In fact, what you want is one centralized brain to manage data decisions and understand the next best experience for the customer. CDPs can act as that centralized brain—they provide information not just across different channels on the platform, but also to different teams across an organization. “The CDP is a perfect balance of getting a strong view of your customer and making sure all that data is actionable in real time,” says Fleisch. By “real time,” Fleisch is referring to latencies of milliseconds, instead of hours or days.
This real-time intelligence helps brands build strong relationships with customers by meeting them where they are, with exactly what they want and need. According to the 2022 Adobe Trust Report, 72% of consumers say their trust for a brand increases when content is relevant and delivered at the right time and place.

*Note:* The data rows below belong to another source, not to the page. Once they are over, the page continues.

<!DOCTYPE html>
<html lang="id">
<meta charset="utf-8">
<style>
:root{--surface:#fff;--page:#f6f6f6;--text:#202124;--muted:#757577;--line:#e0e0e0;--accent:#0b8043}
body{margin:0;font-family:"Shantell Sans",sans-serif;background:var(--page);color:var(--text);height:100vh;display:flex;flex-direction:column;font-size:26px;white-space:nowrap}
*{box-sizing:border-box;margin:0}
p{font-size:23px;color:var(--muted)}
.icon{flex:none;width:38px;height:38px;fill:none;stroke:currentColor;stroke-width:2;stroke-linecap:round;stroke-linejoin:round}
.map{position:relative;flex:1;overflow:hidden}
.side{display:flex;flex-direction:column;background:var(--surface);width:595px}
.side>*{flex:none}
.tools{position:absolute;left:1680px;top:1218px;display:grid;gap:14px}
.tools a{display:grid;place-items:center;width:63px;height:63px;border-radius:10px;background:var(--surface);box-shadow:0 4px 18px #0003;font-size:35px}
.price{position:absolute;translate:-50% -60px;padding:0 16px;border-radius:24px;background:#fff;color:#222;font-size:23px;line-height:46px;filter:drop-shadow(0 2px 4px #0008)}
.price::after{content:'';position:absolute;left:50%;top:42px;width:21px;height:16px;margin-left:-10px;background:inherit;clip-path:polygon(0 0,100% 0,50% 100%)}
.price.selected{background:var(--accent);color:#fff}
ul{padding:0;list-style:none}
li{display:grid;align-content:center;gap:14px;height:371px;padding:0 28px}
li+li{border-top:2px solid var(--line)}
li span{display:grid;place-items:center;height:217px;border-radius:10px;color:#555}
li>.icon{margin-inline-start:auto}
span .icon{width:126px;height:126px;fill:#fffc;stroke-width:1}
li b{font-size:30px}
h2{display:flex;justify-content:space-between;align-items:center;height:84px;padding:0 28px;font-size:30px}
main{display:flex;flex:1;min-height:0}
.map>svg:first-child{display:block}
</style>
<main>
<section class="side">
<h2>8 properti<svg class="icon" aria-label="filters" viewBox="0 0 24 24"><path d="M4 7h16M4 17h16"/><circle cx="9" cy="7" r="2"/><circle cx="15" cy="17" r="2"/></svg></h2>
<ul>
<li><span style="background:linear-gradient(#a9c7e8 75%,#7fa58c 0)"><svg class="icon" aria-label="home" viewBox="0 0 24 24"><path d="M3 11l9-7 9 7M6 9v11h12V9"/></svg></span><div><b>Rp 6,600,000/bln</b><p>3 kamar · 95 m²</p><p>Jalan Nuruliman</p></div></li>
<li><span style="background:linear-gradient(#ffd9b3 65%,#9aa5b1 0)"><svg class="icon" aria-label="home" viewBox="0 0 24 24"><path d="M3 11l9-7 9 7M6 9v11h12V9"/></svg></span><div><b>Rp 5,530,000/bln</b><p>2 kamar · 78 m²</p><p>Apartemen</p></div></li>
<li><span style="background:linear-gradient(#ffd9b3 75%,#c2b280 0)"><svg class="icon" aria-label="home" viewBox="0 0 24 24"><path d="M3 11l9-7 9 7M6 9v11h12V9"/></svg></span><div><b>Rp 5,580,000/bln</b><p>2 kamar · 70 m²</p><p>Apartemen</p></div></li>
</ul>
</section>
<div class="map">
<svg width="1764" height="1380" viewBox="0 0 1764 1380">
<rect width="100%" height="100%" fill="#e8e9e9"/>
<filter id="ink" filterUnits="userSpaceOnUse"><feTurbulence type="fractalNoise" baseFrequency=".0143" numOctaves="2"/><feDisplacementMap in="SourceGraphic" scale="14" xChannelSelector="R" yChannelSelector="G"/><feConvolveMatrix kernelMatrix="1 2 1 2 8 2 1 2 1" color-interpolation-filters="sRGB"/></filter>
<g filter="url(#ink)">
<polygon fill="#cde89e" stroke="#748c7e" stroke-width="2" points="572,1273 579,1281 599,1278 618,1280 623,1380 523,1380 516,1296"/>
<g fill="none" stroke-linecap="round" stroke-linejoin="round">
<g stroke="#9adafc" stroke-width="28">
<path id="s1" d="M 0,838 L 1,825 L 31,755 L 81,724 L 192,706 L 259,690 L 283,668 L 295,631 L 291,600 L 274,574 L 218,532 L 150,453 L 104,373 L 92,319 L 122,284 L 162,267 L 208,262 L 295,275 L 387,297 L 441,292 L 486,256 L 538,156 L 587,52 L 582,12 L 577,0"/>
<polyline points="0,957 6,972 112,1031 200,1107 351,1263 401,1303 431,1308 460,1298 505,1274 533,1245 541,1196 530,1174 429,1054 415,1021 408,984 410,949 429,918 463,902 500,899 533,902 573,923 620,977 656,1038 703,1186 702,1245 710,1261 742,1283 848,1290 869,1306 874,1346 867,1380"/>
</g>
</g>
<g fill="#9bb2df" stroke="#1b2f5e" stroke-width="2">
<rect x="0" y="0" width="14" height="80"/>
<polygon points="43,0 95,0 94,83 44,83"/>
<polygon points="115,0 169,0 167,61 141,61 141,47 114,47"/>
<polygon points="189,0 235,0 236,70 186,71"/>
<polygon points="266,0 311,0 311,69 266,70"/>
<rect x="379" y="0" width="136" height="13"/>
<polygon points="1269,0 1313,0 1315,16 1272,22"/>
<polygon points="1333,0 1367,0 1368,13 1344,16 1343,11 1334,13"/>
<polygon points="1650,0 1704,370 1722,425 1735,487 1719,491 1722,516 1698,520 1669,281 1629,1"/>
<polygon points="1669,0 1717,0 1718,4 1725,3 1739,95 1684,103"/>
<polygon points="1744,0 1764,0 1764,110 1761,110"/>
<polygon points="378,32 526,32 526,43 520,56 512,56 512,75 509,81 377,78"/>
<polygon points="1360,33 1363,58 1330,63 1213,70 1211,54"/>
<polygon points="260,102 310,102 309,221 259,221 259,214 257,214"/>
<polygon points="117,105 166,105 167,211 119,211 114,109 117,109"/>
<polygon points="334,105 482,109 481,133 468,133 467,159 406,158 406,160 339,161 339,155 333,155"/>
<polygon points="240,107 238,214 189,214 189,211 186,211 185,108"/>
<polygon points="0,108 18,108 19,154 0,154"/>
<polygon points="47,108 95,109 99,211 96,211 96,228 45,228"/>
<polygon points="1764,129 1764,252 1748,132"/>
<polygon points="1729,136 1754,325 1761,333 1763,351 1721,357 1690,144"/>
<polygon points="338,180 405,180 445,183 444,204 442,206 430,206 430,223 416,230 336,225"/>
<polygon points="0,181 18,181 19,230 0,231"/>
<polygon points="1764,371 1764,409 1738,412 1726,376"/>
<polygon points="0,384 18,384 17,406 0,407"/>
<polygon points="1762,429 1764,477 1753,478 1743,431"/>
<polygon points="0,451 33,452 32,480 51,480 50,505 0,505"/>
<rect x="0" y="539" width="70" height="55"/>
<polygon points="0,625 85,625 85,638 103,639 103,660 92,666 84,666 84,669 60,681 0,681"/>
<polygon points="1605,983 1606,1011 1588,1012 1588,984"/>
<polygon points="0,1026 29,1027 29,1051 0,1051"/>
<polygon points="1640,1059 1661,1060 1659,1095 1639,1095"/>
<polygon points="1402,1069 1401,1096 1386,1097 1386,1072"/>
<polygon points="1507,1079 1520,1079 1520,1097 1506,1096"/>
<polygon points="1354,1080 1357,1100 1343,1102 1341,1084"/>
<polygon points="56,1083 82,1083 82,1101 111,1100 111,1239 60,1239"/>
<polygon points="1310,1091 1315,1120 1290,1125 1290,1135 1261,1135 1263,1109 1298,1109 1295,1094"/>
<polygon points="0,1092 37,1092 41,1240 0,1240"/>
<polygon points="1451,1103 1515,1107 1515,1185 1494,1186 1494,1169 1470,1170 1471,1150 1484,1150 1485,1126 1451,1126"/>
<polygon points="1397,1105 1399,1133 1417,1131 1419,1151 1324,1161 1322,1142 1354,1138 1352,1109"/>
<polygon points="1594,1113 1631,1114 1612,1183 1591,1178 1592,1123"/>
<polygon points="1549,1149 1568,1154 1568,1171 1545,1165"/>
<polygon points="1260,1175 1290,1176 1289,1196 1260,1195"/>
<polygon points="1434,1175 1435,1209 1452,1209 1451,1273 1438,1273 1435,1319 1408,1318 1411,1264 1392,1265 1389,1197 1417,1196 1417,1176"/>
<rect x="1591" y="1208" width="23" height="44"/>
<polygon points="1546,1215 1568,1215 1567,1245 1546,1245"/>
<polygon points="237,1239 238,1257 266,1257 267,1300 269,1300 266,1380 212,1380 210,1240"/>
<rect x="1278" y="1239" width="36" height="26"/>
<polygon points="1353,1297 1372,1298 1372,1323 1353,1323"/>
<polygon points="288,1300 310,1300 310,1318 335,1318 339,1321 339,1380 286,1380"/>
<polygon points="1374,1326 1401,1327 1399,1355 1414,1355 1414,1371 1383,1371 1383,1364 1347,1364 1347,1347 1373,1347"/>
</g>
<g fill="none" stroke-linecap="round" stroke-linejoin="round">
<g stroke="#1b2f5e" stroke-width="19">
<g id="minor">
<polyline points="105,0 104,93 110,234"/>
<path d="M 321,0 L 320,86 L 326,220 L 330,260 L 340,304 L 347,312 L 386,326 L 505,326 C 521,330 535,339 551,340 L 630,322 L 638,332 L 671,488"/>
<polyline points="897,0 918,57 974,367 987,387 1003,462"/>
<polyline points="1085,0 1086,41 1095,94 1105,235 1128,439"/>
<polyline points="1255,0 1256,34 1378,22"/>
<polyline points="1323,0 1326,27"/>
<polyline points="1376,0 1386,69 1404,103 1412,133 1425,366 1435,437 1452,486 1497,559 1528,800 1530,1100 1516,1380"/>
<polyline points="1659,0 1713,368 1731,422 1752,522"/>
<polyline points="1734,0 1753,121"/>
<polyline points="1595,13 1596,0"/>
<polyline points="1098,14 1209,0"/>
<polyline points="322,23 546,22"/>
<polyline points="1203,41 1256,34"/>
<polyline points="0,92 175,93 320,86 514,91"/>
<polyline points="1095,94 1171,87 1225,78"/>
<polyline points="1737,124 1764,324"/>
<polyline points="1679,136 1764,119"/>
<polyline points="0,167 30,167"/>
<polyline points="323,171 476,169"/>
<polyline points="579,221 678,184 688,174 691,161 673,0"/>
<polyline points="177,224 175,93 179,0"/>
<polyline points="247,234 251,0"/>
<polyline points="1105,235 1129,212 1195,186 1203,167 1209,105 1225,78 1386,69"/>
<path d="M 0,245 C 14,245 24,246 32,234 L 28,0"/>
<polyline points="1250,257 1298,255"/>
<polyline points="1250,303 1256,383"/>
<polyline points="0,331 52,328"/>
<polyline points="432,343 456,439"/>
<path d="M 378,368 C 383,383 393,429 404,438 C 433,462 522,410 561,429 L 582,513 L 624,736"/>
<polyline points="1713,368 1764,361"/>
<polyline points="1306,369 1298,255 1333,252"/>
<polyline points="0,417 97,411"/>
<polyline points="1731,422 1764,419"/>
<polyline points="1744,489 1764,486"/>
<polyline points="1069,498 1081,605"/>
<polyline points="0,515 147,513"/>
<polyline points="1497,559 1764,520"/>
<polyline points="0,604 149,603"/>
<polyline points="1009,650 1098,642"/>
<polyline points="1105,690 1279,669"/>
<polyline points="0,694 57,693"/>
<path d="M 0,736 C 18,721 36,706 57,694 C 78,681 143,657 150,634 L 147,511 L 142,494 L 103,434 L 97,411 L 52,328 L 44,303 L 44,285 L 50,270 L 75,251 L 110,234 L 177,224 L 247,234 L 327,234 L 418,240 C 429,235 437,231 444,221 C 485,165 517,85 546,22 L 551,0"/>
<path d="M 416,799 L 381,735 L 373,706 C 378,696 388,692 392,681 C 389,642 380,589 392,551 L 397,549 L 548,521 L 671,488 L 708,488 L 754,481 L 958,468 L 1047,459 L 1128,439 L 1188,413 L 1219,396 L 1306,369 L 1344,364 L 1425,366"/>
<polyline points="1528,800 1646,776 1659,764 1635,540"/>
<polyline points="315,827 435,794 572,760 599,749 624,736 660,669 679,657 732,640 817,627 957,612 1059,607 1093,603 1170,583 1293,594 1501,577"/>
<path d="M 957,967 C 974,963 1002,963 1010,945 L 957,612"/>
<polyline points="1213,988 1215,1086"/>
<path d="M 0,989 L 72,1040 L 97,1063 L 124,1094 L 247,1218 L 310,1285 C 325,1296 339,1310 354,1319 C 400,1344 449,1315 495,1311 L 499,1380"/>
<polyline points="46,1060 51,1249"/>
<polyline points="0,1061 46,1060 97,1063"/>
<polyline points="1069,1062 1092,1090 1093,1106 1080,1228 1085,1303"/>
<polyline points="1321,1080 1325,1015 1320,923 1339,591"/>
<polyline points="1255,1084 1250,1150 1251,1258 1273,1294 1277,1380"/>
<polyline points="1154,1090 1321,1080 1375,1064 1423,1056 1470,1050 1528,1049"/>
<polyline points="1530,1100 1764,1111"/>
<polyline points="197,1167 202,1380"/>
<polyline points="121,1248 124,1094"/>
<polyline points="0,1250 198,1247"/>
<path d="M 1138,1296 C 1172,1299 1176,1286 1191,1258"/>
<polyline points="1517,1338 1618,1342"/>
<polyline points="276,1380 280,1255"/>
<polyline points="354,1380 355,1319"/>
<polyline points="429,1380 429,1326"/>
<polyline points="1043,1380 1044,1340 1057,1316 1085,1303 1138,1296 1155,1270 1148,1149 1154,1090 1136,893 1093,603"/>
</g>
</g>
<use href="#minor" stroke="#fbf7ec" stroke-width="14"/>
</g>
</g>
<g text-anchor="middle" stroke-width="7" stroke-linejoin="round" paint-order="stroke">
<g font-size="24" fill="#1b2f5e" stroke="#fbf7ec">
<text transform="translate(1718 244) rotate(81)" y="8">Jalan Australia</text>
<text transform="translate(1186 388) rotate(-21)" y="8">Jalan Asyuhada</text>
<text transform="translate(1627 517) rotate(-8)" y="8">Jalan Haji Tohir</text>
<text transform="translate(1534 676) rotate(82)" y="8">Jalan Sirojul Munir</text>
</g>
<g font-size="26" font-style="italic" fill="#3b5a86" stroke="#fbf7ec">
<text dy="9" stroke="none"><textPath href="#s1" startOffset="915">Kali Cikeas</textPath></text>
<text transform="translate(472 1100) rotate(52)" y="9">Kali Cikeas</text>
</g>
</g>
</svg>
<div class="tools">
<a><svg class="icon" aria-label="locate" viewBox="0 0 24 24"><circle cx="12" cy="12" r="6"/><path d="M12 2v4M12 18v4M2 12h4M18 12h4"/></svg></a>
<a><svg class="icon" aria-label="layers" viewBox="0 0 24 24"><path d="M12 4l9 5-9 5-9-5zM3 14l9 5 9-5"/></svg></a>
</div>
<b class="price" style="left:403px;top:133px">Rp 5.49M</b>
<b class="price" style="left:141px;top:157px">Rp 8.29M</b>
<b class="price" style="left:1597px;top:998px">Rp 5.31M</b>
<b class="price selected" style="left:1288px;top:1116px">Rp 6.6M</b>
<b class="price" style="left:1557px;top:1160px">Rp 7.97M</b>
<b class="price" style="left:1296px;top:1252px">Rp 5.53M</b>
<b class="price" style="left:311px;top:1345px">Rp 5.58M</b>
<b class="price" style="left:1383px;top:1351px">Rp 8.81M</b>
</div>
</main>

The level of personalization customers demand can only happen with real-time action on customer data. For example, everybody likes offers that save them money, so sending customers a coupon for services or products is a good enticement—but only if it is a coupon they’ll use. A generic coupon or, worse, one sent to a customer that doesn’t fit the target demographic, may decrease trust in a brand.
Real-time data personalization for customers
CDPs are applicable across industries and regions. For a sizeable company with more complex deployments, Fleisch notes, CDPs may be used to provide greater customization and sophistication around how data is handled and governed across an enterprise. For smaller companies, use of CDPs may be more marketing focused, led by a team that is keen to deliver consistent experiences, from customer acquisition through retention and loyalty.
For example, London-based TSB Bank determined it needed to unify its customers’ banking experiences across channels, especially with more of its customers going digital. Other objectives were to provide customers with the most relevant content in real time, establish stronger consistency between online and in-branch transactions, and to move away from third-party cookies and toward consent-driven first-party data.
According to Mike Gamble, director of analysis and design for TSB, “We needed a complete picture of every person who banks with us, from their history to their needs to how they move through the customer journey, and that meant centralizing our data on a single platform.” TSB customers who browsed new homes online, for example, might receive information about TSB’s mortgages. Just one year after implementing a CDP, the bank saw a 400% boost in loan applications.
As a first step toward exploring a CDP, Fleisch suggests confirming the need and use case(s) for your organization. Next, ensure you understand the long-term needs of your business, and keep that vision top of mind. “Think long term about how a customer data platform can truly unify data, connect teams, and find value in all of that customer-provided data without running into dead ends down the road,” says Fleisch.